The scientific journal 'Nature Communications' published the paper 'A Pathway to a land neutral expansion of Brazilian renewable fuel production'. Lead author and MOBI-researcher Luis Ramirez Camargo explains: "With this study we show that the fuel output of Brazilian sugarcane ethanol facilities may be increased by over 40% without using additional land if production is combined with synthetic fuel processes. This amounts 100TWh of fuel, sparing 27,000 km2 of land."
Ethanol has been produced from sugarcane as fuel for vehicles since the 1970s in Brazil. This has negative consequences for the environment. By combining it with photovoltaic or wind power plants, which are used to produce hydrogen, the CO2 that is produced during the ethanol production could be synthesized into methanol. This could increase fuel production by more than 40 percent.

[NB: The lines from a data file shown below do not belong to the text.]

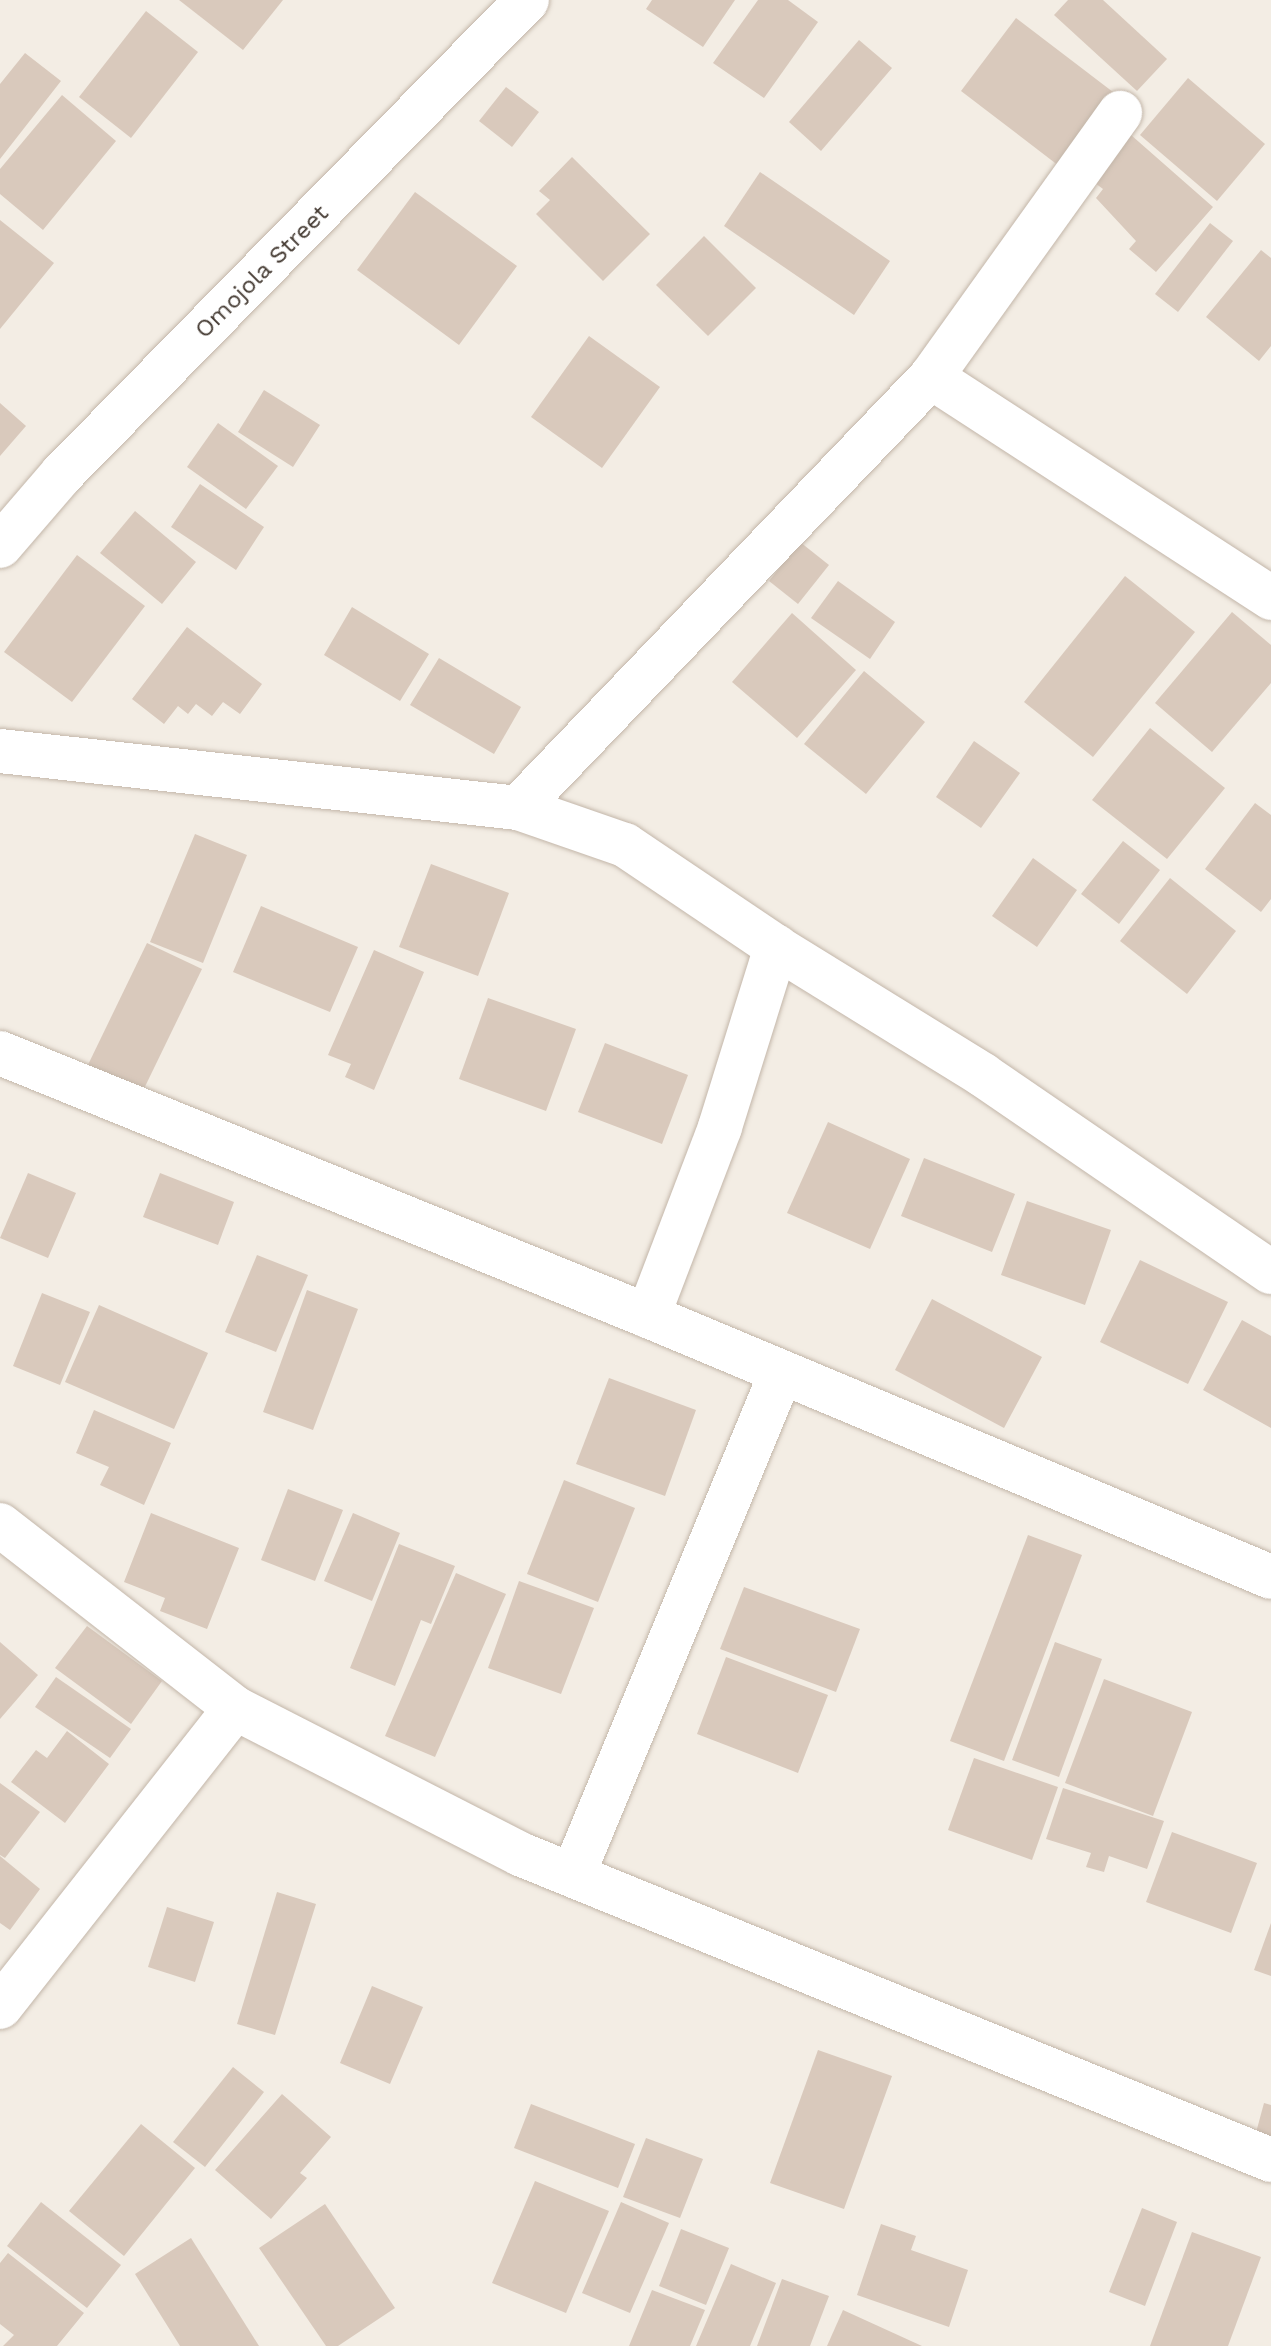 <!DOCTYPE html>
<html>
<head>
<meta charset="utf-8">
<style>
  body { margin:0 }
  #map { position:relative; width:1271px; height:2346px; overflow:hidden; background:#f3ede4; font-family:"Work Sans",sans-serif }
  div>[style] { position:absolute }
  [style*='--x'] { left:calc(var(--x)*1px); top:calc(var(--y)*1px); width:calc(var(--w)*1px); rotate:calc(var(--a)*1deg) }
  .building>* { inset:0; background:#d9c9bc }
  .roads { filter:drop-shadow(0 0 2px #c3b6a9) drop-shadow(0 0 2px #c3b6a9) }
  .minor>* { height:44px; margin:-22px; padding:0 22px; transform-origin:22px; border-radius:22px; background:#fff }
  span { translate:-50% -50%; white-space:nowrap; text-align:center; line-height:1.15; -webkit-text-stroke:8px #fff; paint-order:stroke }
  .street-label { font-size:24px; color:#463c34 }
</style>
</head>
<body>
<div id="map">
  <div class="building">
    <i style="clip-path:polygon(179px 0,283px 0,243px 50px)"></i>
    <i style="clip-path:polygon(652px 0,735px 0,703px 47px,646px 9px)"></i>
    <i style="clip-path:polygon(758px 0,788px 0,818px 22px,764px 98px,713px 63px)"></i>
    <i style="clip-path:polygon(1068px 0,1103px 0,1167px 59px,1137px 91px,1054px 15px)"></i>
    <i style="clip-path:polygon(146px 11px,198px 52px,131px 138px,79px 97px)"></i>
    <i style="clip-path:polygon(1016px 18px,1113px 92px,1059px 166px,961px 91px)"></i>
    <i style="clip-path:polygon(859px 40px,892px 68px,821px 151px,789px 122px)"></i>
    <i style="clip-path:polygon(25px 53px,61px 81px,0 159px,0 84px)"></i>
    <i style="clip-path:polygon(1188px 78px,1265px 144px,1217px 201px,1140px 135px)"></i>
    <i style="clip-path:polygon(506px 87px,539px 112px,512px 147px,479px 121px)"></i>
    <i style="clip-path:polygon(62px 95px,116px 141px,43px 230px,0 194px,0 169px)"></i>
    <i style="clip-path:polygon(1131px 135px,1213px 207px,1156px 272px,1129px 249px,1136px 241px,1096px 198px,1103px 189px,1095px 183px,1105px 172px,1101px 169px)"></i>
    <i style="clip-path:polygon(572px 157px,650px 234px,603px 281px,536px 214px,550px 200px,539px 191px)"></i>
    <i style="clip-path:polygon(760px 172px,890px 261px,854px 315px,724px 226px)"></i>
    <i style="clip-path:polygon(415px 192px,517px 266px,459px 345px,357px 270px)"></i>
    <i style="clip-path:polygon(0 220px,54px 263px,0 329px)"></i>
    <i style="clip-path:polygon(1210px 223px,1233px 241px,1178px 312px,1155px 294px)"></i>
    <i style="clip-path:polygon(704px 236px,756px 288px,708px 336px,656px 285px)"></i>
    <i style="clip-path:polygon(1261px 250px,1271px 258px,1271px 346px,1259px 361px,1206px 317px)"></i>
    <i style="clip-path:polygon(589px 336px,660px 387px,602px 468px,531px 417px)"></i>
    <i style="clip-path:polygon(264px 390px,320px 425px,293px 467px,238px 432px)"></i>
    <i style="clip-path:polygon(0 403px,26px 426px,0 456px)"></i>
    <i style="clip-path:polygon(218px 423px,278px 466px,246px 509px,187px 467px)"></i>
    <i style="clip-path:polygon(200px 484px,264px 527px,236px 570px,171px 527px)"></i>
    <i style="clip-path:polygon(135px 511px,196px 562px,162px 604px,100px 553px)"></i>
    <i style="clip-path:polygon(800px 542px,829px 565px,798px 604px,769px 581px)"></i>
    <i style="clip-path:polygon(77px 555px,145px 606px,72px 702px,4px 652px)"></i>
    <i style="clip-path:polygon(1125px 576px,1195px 632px,1093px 757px,1024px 702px)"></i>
    <i style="clip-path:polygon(838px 581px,895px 622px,870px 659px,811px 618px)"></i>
    <i style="clip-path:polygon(352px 607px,429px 654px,400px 701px,324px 655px)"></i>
    <i style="clip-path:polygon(1232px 612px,1271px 645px,1271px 683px,1212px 752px,1155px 703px)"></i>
    <i style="clip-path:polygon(792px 613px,856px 670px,797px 738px,732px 682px)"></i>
    <i style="clip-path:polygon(187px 627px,262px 684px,240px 714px,223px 702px,212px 716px,196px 704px,188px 714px,178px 706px,164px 724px,132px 699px)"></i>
    <i style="clip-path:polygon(439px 658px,521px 707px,494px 754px,410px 705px)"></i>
    <i style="clip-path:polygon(864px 671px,925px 722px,866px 794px,804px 744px)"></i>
    <i style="clip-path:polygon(1150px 728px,1225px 788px,1167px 859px,1092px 800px)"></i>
    <i style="clip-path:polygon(974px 741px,1020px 773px,981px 828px,936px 797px)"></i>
    <i style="clip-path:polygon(1255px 803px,1271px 815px,1271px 899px,1261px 912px,1205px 869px)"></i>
    <i style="clip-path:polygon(195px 834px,247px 855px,203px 963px,150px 942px)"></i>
    <i style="clip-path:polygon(1123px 841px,1160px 870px,1119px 924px,1081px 894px)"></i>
    <i style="clip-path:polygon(1033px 858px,1077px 890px,1037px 947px,992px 916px)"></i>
    <i style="clip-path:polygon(431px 864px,509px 893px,478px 976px,399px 947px)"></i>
    <i style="clip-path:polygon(1170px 878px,1236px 931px,1187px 994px,1120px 941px)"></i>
    <i style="clip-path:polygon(261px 906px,358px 947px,330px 1012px,233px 972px)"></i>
    <i style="clip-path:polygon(147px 943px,202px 969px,139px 1099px,84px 1073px)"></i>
    <i style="clip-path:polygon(374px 950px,424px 972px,374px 1090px,345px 1077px,351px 1064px,328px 1055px)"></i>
    <i style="clip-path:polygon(488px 998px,576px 1029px,546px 1111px,459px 1079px)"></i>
    <i style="clip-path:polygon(605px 1043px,688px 1075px,662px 1144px,578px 1112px)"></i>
    <i style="clip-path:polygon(828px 1122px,910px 1159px,870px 1249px,787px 1213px)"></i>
    <i style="clip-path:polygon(924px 1158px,1015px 1194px,992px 1252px,901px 1216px)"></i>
    <i style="clip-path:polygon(28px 1173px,76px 1193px,48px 1258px,0 1238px)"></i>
    <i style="clip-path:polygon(160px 1173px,234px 1202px,218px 1245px,143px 1217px)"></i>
    <i style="clip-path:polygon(1027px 1201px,1111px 1230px,1085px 1305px,1001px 1275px)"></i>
    <i style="clip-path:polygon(257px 1255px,308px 1275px,276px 1352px,225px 1332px)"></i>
    <i style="clip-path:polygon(1140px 1260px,1228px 1302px,1188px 1384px,1100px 1342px)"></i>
    <i style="clip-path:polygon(307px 1290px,358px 1309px,313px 1430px,263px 1412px)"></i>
    <i style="clip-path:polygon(42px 1293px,90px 1312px,60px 1385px,13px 1366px)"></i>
    <i style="clip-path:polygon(932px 1299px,1042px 1357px,1004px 1428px,895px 1370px)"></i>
    <i style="clip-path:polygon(99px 1305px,208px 1353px,174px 1429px,65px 1382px)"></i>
    <i style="clip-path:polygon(1242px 1320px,1271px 1336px,1271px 1428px,1203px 1390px)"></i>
    <i style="clip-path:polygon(609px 1378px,696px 1410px,665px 1496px,576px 1464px)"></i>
    <i style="clip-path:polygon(94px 1410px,171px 1443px,144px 1505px,100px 1485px,109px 1467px,76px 1453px)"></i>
    <i style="clip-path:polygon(564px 1480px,635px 1508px,598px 1602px,527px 1574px)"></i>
    <i style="clip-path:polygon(288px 1489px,343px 1510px,315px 1581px,261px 1560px)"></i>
    <i style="clip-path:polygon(151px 1513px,239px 1548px,207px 1629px,160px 1611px,165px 1598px,124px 1582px)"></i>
    <i style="clip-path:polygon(353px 1513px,400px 1533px,372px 1601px,324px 1581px)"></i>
    <i style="clip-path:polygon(1028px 1535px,1082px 1555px,1004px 1761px,950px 1741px)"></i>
    <i style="clip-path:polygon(399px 1544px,455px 1566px,431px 1624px,421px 1620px,395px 1686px,350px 1668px)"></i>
    <i style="clip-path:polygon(456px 1573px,506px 1594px,435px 1757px,385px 1736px)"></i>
    <i style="clip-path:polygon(519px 1581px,594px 1608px,561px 1694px,488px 1668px)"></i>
    <i style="clip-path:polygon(744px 1587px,860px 1629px,836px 1692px,720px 1649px)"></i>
    <i style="clip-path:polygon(87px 1626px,162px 1681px,131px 1724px,55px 1668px)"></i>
    <i style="clip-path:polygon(0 1642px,38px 1675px,0 1719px)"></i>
    <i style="clip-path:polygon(1055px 1642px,1102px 1659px,1059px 1777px,1012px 1760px)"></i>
    <i style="clip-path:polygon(726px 1657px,828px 1695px,798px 1773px,697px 1734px)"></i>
    <i style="clip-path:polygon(56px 1677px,131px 1729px,110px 1758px,35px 1707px)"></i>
    <i style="clip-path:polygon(1104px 1679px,1192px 1712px,1153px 1816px,1065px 1783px)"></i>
    <i style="clip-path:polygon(67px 1731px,109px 1764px,65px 1823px,11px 1782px,36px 1750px,47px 1758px)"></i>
    <i style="clip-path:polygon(974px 1758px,1058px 1787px,1032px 1860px,948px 1830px)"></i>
    <i style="clip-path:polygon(0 1783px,40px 1812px,5px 1858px,0 1855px)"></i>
    <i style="clip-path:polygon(1063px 1788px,1164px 1821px,1147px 1869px,1109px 1856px,1104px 1872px,1086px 1867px,1091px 1853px,1046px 1839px)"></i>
    <i style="clip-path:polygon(1172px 1832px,1257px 1863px,1231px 1933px,1146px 1902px)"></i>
    <i style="clip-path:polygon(0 1856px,40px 1889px,10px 1930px,0 1923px)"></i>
    <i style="clip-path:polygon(277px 1892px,316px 1904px,275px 2035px,237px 2024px)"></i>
    <i style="clip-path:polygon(167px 1907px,214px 1922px,195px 1982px,148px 1967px)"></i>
    <i style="clip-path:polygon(1271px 1923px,1271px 1976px,1254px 1970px)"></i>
    <i style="clip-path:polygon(372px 1986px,423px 2007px,390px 2084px,340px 2063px)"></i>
    <i style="clip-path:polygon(818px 2050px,892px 2076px,844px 2209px,770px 2183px)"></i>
    <i style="clip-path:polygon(233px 2067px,264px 2092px,205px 2167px,173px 2142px)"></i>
    <i style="clip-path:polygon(282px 2094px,331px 2137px,300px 2173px,307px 2178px,271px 2219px,215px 2170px)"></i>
    <i style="clip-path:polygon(1264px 2103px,1271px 2105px,1271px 2145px,1254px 2140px)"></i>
    <i style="clip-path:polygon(531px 2104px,635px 2144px,618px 2188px,514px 2148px)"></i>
    <i style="clip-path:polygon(141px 2124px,195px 2168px,124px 2256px,69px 2211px)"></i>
    <i style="clip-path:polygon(646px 2138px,703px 2159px,680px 2218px,623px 2197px)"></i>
    <i style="clip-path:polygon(535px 2181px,609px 2211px,566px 2313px,492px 2283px)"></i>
    <i style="clip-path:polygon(41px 2202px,121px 2265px,87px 2308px,7px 2246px)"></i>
    <i style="clip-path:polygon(621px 2202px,669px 2223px,630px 2313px,582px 2293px)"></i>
    <i style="clip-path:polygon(325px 2204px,395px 2308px,338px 2346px,326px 2346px,259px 2248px)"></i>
    <i style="clip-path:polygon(1142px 2208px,1177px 2222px,1145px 2306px,1109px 2292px)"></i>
    <i style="clip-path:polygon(881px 2224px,916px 2236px,911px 2250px,968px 2270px,949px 2327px,857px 2295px)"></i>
    <i style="clip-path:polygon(681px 2229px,729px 2248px,706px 2305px,659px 2286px)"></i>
    <i style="clip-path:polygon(1192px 2232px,1261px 2257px,1228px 2346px,1150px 2346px)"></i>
    <i style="clip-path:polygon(191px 2238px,259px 2346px,180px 2346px,135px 2274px)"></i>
    <i style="clip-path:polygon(8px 2253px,84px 2313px,57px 2346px,3px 2346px,14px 2335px,0 2324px,0 2263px)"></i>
    <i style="clip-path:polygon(731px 2264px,776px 2283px,750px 2346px,696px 2346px)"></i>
    <i style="clip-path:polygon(782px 2279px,829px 2296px,810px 2346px,757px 2346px)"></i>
    <i style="clip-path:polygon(652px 2290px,705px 2310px,690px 2346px,629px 2346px)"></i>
    <i style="clip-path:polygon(843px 2310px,922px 2346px,827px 2346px)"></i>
  </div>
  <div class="roads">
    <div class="minor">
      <i style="--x:931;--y:377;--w:406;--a:33"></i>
      <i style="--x:0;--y:546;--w:95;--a:-49.3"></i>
      <i style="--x:62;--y:474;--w:664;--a:-45.55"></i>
      <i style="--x:0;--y:751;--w:521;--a:6.28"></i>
      <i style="--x:518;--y:808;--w:113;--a:19.1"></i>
      <i style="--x:625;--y:845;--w:182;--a:34"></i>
      <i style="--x:776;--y:947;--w:243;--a:31.7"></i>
      <i style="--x:983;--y:1075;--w:349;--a:34.4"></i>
      <i style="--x:518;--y:808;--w:597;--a:-46.22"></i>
      <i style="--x:931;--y:377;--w:325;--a:-54.4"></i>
      <i style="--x:0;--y:1053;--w:699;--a:22.09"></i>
      <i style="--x:648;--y:1316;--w:675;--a:22.73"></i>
      <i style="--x:648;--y:1316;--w:202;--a:-69.1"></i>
      <i style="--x:720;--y:1127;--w:189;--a:-72.7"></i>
      <i style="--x:0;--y:1525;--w:298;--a:37.9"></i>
      <i style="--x:235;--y:1708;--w:320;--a:27.1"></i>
      <i style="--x:520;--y:1854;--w:811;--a:22.17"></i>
      <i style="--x:573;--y:1875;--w:543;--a:-67.49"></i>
      <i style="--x:0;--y:2007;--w:380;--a:-51.8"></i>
    </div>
  </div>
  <div class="street-label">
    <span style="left:262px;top:272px;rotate:-45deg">Omojola Street</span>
  </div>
</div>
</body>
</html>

An area one third larger than Belgium is used to grow sugarcane in South America's largest country. Monocultures dominate those approximately 40.000 square kilometers, and their expansion puts further pressure on the country's natural areas, which have already been pushed back significantly. This is a real danger, as Brazil has been expanding production since many countries began to rely on fuels from renewable sources.
'Variety of socio-ecological problems'
This is associated with a 'multitude of socio-ecological problems'. "On the one hand, it is in direct competition with food and animal feed production due to the increasing competition for arable land, which subsequently causes land conflicts, for example with traditional uses of small family farms. On the other hand, large-scale monoculture cultivation poses a series of ecological dangers", says Michael Klinger of the Institute for Sustainable Economic Development at Boku (University of Natural Resources and Life Sciences in Vienna), who contributed to the study with scientists from Brazil, Sweden and Belgium.
In addition, ethanol production generates a lot of CO2. The idea of the researchers collaborating with the lead author of the paper, Luis Ramirez Camargo (VUB, MOBI), is to use carbin dioxide for a further processing step: "If hydrogen was available, you could could combine it with CO2 and produce methanol from it. This substance is currently used primarily in the chemical industry, but could also power, for example, ship engines in the future."
"If hydrogen was available, you could combine it with CO2 and produce methanol from it. This substance is currently used primarily in the chemical industry, but could also power, for example, ship engines in the future."
Combination of photovoltaic and wind power plants
If photovoltaic or wind power plants were to be operated on a small part of the current sugarcane cultivation area, the electricity generated from the process could in turn keep electrolysis plants running to produce hydrogen, and the methanol production could also be added to the ethanol production. The effect would be an increasement of total production by at least 43 percent while maintaining the same acreage. The scientists identified a combination of photovoltaic and wind power plants as the most cost-effective variant.
Of course, these and the electrolysis units would first have to be installed and the double production would have to be operated in such a way that acceptable prices could be achieved. On the one hand, the recent rise in methanol prices would bring us closer to this goal, and on the other hand, price reductions for photovoltaics and electrolysers can be expected in the near future. The researchers believe that the concept that has now been developed has potential - even outside Brazil. "In this way, biodiversity and traditional land uses can be preserved, and competition with food production can be reduced. This requires however a policy that actively protects and promotes alternative land uses", says Johannes Schmidt from Boku.